• **Problem**:
All lines holding the word "their" in the listing below need to be copied.

• **Data in this exercise**:
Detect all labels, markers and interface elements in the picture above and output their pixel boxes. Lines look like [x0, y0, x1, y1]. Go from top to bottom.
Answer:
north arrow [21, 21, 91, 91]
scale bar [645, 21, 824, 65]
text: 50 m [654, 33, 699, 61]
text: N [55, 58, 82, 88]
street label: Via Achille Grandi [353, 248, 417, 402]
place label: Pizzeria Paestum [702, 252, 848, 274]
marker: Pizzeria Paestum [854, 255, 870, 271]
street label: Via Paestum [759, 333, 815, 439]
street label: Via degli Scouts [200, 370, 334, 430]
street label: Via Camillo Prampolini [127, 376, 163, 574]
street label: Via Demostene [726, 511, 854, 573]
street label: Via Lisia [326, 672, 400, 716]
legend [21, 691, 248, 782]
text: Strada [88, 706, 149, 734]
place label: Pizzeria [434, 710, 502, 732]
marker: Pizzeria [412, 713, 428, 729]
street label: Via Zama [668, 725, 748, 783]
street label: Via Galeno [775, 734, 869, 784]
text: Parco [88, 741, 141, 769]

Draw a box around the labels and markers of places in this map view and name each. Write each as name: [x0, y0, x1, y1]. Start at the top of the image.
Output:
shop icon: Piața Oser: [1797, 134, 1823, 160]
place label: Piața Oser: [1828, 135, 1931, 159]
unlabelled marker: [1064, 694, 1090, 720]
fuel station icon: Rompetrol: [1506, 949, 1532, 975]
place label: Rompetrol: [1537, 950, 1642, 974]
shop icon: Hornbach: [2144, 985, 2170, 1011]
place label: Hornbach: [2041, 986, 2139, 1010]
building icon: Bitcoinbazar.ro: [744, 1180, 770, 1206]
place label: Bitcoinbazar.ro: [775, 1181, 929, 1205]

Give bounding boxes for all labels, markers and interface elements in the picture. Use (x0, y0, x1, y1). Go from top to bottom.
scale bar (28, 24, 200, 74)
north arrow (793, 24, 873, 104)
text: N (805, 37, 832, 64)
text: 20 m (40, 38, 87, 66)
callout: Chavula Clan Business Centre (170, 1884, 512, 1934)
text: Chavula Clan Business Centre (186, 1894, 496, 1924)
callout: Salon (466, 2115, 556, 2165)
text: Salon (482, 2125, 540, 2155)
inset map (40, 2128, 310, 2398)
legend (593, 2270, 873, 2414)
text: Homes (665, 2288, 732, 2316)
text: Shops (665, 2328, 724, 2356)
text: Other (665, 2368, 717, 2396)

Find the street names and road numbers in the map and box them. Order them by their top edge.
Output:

• **Answer box**:
Detect all labels, markers and interface elements in the picture above and output their pixel boxes. Lines look like [x0, y0, x1, y1]. Go from top to bottom.
Find the street names and road numbers in the map and box them. Order them by their top edge.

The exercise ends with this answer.